How much of your portfolio is kept as cash (the safe and boring)? Or do you even edge by keeping cash in foreign currency?
- This is another one of those hard questions for which there is no single best answer for everyone. You must take into account risk acceptance and time horizon amongst other factors.
- This is a hard question for which there is no single best answer for everyone as one has to take into account risk tolerance and time perspective amongst other factors. A good guide is your ability to sleep. Sort of a gut reaction. If you can sleep with your shares proportion in your portfoliio, it’s probably the right combination for you.

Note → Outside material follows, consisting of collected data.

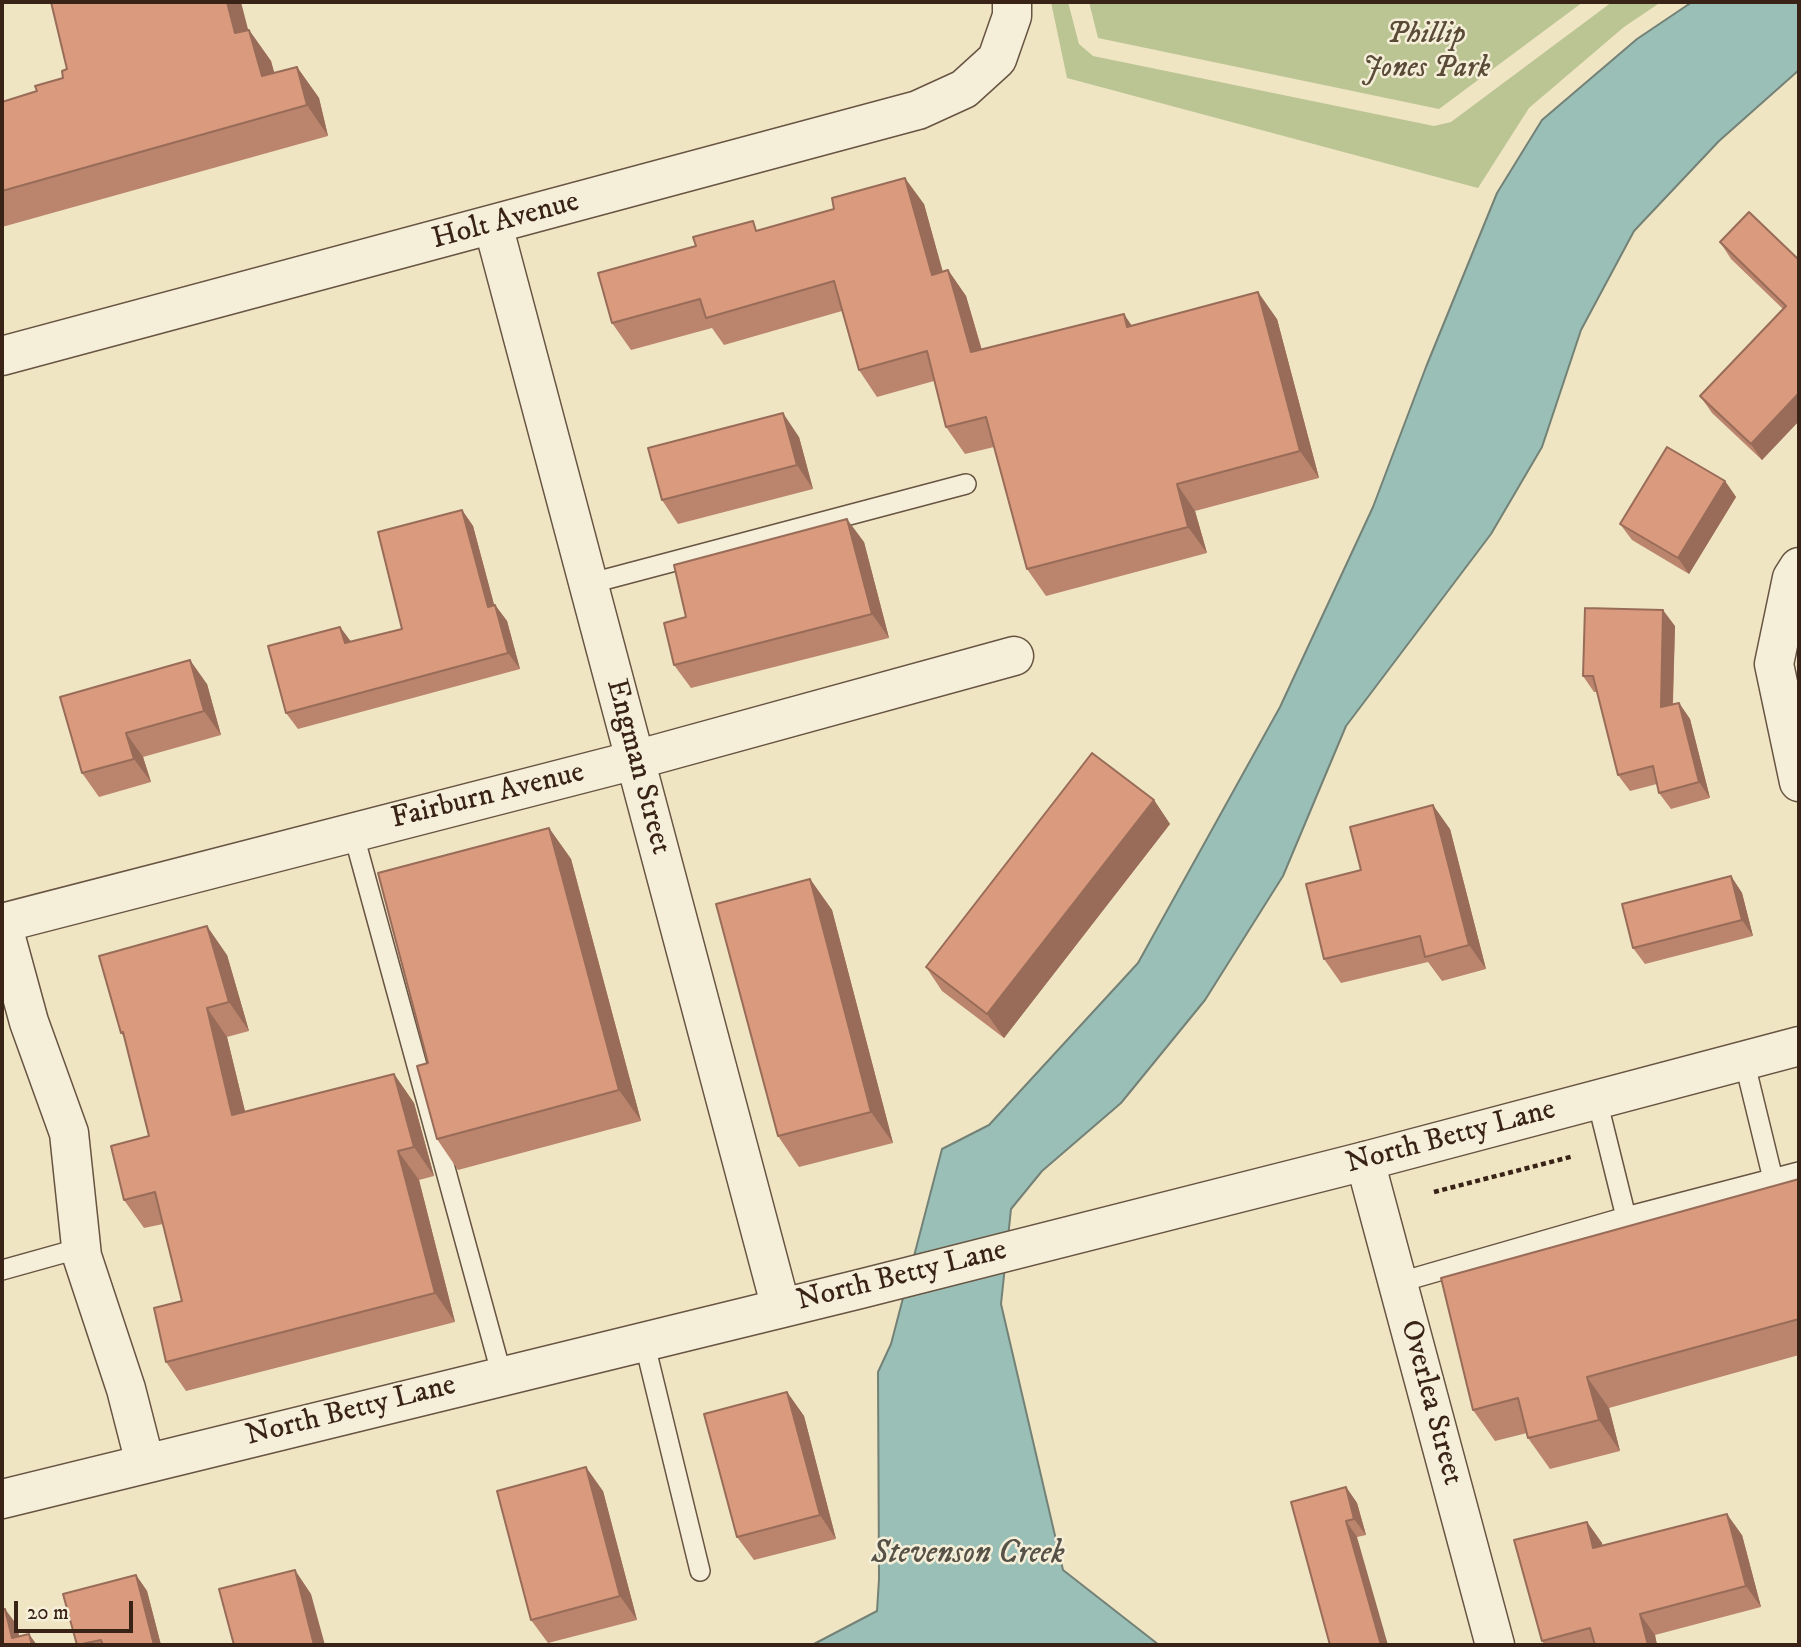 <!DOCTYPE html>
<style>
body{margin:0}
#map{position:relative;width:1801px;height:1647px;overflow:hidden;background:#f0e5c3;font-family:"IM FELL DW Pica",serif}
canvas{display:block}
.frame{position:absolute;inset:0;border:4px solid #392317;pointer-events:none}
.scale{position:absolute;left:14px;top:1601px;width:119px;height:32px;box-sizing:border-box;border:4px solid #392317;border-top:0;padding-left:9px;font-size:21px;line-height:24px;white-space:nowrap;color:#392317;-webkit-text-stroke:5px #f5eed8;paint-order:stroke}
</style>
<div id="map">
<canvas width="1801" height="1647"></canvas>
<div class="frame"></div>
<div class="scale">20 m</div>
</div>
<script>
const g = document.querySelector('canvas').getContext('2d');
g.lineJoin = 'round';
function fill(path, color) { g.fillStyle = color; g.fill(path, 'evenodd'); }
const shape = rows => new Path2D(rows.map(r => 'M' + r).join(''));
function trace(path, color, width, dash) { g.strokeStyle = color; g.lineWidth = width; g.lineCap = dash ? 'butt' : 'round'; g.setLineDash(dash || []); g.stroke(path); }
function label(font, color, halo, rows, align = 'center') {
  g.font = font + ' "IM FELL DW Pica",serif'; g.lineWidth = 5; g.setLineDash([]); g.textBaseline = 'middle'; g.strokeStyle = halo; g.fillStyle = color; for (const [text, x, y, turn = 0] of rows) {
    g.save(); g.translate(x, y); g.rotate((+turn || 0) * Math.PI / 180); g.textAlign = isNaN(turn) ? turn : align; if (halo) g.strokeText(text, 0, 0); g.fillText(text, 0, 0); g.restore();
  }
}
const green = shape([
 [1051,2,1068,2,1079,44,1093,56,1434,126,1451,122,1612,2,1661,2,1624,27,1529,108,1478,188,1067,78],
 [1089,2,1583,2,1439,109,1098,38]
]);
const water = shape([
 [1692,2,1799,2,1799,70,1719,141,1634,231,1581,330,1542,447,1491,534,1346,726,1283,876,1205,1000,1121,1103,1042,1171,1011,1209,1001,1304,1063,1570,1159,1645,812,1645,877,1611,879,1579,878,1372,891,1344,942,1149,989,1125,1138,963,1280,707,1373,507,1426,367,1497,193,1542,120,1637,39,1692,2]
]);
const path = shape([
 [1434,1192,1574,1156]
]);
const service = shape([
 [588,584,966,484],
 [353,832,502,1376],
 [1744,1060,1773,1179],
 [1626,1217,1799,1172],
 [2,1270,81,1248],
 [1397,1283,1626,1217,1597,1100],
 [644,1341,700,1571]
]);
const minor = shape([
 [493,225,781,1308],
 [2,356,918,110,964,89,997,59,1012,16,1012,2],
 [1799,567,1792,578,1774,664,1799,782],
 [2,923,635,760,1014,656],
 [2,923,29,1022,69,1133,82,1256,126,1389,145,1463],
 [1365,1161,1495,1645]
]);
const tertiary = shape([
 [2,1499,860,1289,1365,1161,1799,1046]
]);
const wall = shape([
 [249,30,271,61,274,73,297,67,319,98,328,136,2,227,2,102],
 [924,204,942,271,948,270,966,296,982,350,1132,326,1277,319,1319,478,1195,511,1207,553,1046,596,1027,569,994,447,965,454,946,427,934,381,877,397,859,370,842,311,724,345,712,328,631,350,612,323,759,230],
 [1720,242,1798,259,1799,258,1799,421,1762,460,1712,413,1700,396,1783,309,1731,259],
 [799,437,813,489,678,524,662,500],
 [1725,481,1736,497,1689,574,1632,540,1620,524],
 [462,510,473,526,494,605,495,605,507,621,520,669,298,729,286,713,340,627,351,642,402,629],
 [864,542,889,638,691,688,674,665,686,617],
 [1675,626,1673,704,1679,703,1690,719,1710,798,1671,809,1659,793,1657,784,1630,791,1618,775,1597,692,1594,692,1583,676],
 [207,684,221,735,143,757,151,782,99,797,82,773,60,697],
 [1154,800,1170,824,1004,1038,942,991,926,967],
 [549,828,571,859,641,1121,458,1170,437,1139,428,1063],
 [1450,829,1486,969,1442,981,1428,962,1341,983,1324,959,1361,870],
 [1731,876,1742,893,1753,936,1645,964,1633,948],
 [810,879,832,910,893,1143,799,1167,778,1136],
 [227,955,249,1031,227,1037,245,1112,394,1074,414,1103,434,1176,419,1180,455,1322,186,1391,166,1362,182,1301,163,1224,144,1228,124,1200,149,1136,125,1038,121,1033],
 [1799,1179,1799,1355,1609,1408,1620,1451,1550,1469,1528,1438,1527,1433,1495,1441,1473,1410],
 [787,1392,804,1416,836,1539,754,1560,737,1537],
 [1346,1487,1357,1503,1366,1535,1357,1537,1330,1645],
 [603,1491,637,1620,548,1643,531,1620],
 [1587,1522,1602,1543,1602,1546,1742,1535,1761,1607,1655,1635,1657,1645,1545,1645,1542,1641],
 [136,1575,147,1591,161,1645,77,1645]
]);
const shadedWall = shape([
 [227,2,241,2,257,64,235,33],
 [249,30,271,61,284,107,262,76],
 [297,67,319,98,328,136,307,105],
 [905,178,924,204,951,301,932,275],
 [948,270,966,296,990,379,971,352],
 [1258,292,1277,319,1319,478,1300,451],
 [1124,314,1142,341,1127,327],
 [1799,393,1799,421,1762,460,1751,444],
 [783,413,799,437,813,489,797,465],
 [1725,481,1736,497,1689,574,1678,558],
 [1177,484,1195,511,1207,553,1188,527],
 [462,510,473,526,499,623,488,607],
 [847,519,864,542,889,638,872,614],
 [495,605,507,621,520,669,508,653],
 [1663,610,1675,626,1672,724,1661,707],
 [340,627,352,643,345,643],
 [190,660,207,684,221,735,204,711],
 [1679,703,1690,719,1710,798,1699,782],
 [126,733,143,757,151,782,134,759],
 [1154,800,1170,824,1004,1038,987,1014],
 [1433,805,1450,829,1486,969,1469,945],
 [549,828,571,859,641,1121,619,1090],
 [1731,876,1742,893,1753,936,1742,920],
 [810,879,832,910,893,1143,871,1112],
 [207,926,227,955,249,1031,229,1002],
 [207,1008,227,1037,253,1144,232,1115],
 [394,1074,414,1103,434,1176,414,1147],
 [398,1151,419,1180,455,1322,435,1293],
 [1587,1377,1609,1408,1620,1451,1599,1420],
 [787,1392,804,1416,836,1539,820,1515],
 [586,1467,603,1491,637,1620,620,1596],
 [1346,1487,1357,1503,1366,1535,1354,1519],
 [1727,1514,1742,1535,1761,1607,1746,1586],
 [1346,1521,1357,1537,1388,1645,1381,1645],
 [1587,1522,1602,1543,1608,1569,1593,1548],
 [295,1570,311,1594,325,1645,314,1645],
 [136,1575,147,1591,161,1645,154,1645],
 [5,1609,17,1625,21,1645,12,1638],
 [1640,1614,1655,1635,1657,1645,1648,1645],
 [29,1634,37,1645,32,1645]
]);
const building = shape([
 [51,2,227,2,235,33,249,30,262,76,297,67,307,105,2,191,2,102,37,91,35,86,63,78,62,71,67,69,51,2],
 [905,178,932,275,948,270,971,352,1124,314,1127,327,1258,292,1300,451,1177,484,1188,527,1027,569,986,417,946,427,927,351,859,370,834,281,706,318,700,299,612,323,598,273,696,246,693,237,753,221,756,231,834,209,832,198,905,178],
 [1749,212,1798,259,1799,258,1799,393,1751,444,1700,396,1786,306,1720,242,1749,212],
 [783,413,797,465,662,500,648,448,783,413],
 [1667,447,1725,481,1678,558,1620,524,1667,447],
 [462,510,488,607,495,605,508,653,286,713,268,646,340,627,345,643,402,629,378,532,462,510],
 [847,519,872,614,674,665,664,623,686,617,674,565,847,519],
 [1585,608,1663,610,1661,707,1679,703,1699,782,1659,793,1653,766,1618,775,1593,676,1583,676,1585,608],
 [190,660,204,711,126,733,134,759,82,773,60,697,190,660],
 [1092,753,1154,800,987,1014,926,967,1092,753],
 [1433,805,1469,945,1425,957,1420,936,1324,959,1306,884,1361,870,1350,827,1433,805],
 [549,828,619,1090,437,1139,417,1066,428,1063,378,873,549,828],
 [1731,876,1742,920,1633,948,1622,904,1731,876],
 [810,879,871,1112,778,1136,716,904,810,879],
 [207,926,229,1002,207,1008,232,1115,394,1074,414,1147,398,1151,435,1293,166,1362,154,1308,182,1301,155,1192,124,1200,111,1146,149,1136,123,1032,121,1033,99,956,207,926],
 [1799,1179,1799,1319,1587,1377,1599,1420,1528,1438,1518,1398,1473,1410,1441,1278,1799,1179],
 [787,1392,820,1515,737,1537,704,1414,787,1392],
 [586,1467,620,1596,531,1620,497,1491,586,1467],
 [1346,1487,1354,1519,1346,1521,1381,1645,1330,1645,1291,1502,1346,1487],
 [1727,1514,1746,1586,1640,1614,1648,1645,1595,1645,1590,1628,1542,1641,1514,1540,1587,1522,1593,1548,1727,1514],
 [295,1570,314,1645,234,1645,219,1589,295,1570],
 [136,1575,154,1645,103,1645,101,1640,77,1645,63,1594,136,1575],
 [5,1609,12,1638,29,1634,32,1645,2,1645,2,1610,5,1609]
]);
const parkNames = [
 ["Phillip",1426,36],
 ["Jones Park",1426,70]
];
const streetNames = [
 ["Holt Avenue",506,222,-15],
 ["Engman Street",637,767,75],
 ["Fairburn Avenue",488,797,-14],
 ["North Betty Lane",1451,1138,-15],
 ["North Betty Lane",902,1277,-14],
 ["Overlea Street",1430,1403,75],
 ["North Betty Lane",351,1412,-14]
];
const waterNames = [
 ["Stevenson Creek",968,1555]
];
fill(green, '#bbc493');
fill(water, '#9abfb6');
trace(water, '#738176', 2);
trace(service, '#675442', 22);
trace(minor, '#675442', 41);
trace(tertiary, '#675442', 41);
trace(path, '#392317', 4.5, [5, 3.5]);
trace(service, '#f5eed8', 19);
trace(minor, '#f5eed8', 38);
trace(tertiary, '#f5eed8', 38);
fill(wall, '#bb846c');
fill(shadedWall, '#986c58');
fill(building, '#d99a7e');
trace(building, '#986c58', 2);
label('italic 30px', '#5a4b36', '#f5eed8', parkNames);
label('30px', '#392317', '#f5eed8', streetNames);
label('italic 32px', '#565247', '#f5eed8', waterNames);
</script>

- One rule states that your share allocation percentage should be 100 minus your age. That is, a 32-year old should have 68% shares/32% bonds, and a 70-year old should have 30% shares/70% bonds. These percentages aren’t just a rough calculation but based on historical returns. As you near retirement, you want to have more bonds as that reduces the overall volatility of your portfolio.
- In recent times, some investors have changed the above criteria to an even more aggressive ‘110-age’ or even ‘120-age’ (!). But what should the non-stock part of your asset allocation be? There is quite a difference between 70% stocks-30% cash and 70% stocks-25% bonds-5% cash…
- I was talking with someone recently who said they had read that one should start with 25% in each of stocks, bonds, cash and commodities and then re-base that each year so that it’s always 25% for each. I certainly have all for asset classes but not in that proportion. Rebalancing regularly is essential to boost returns and reduce volatility. Without rebalancing, the benefits you hope to gain from asset allocation are greatly diminished. Actual allocation is very likely to be less important than rebalancing discipline.
- Personally I try and size each trade according to the risk and keep going as long as the money holds out. Because of my bonds and being overweight in gold, my ISA is 50% invested. My SIPP is in equities and bonds and is now less than 30pct invested.
- Whatever you decide always leave ample funds to take advantage of one-off opportunities; opportunities that rarely present themselves but are very much well waiting for!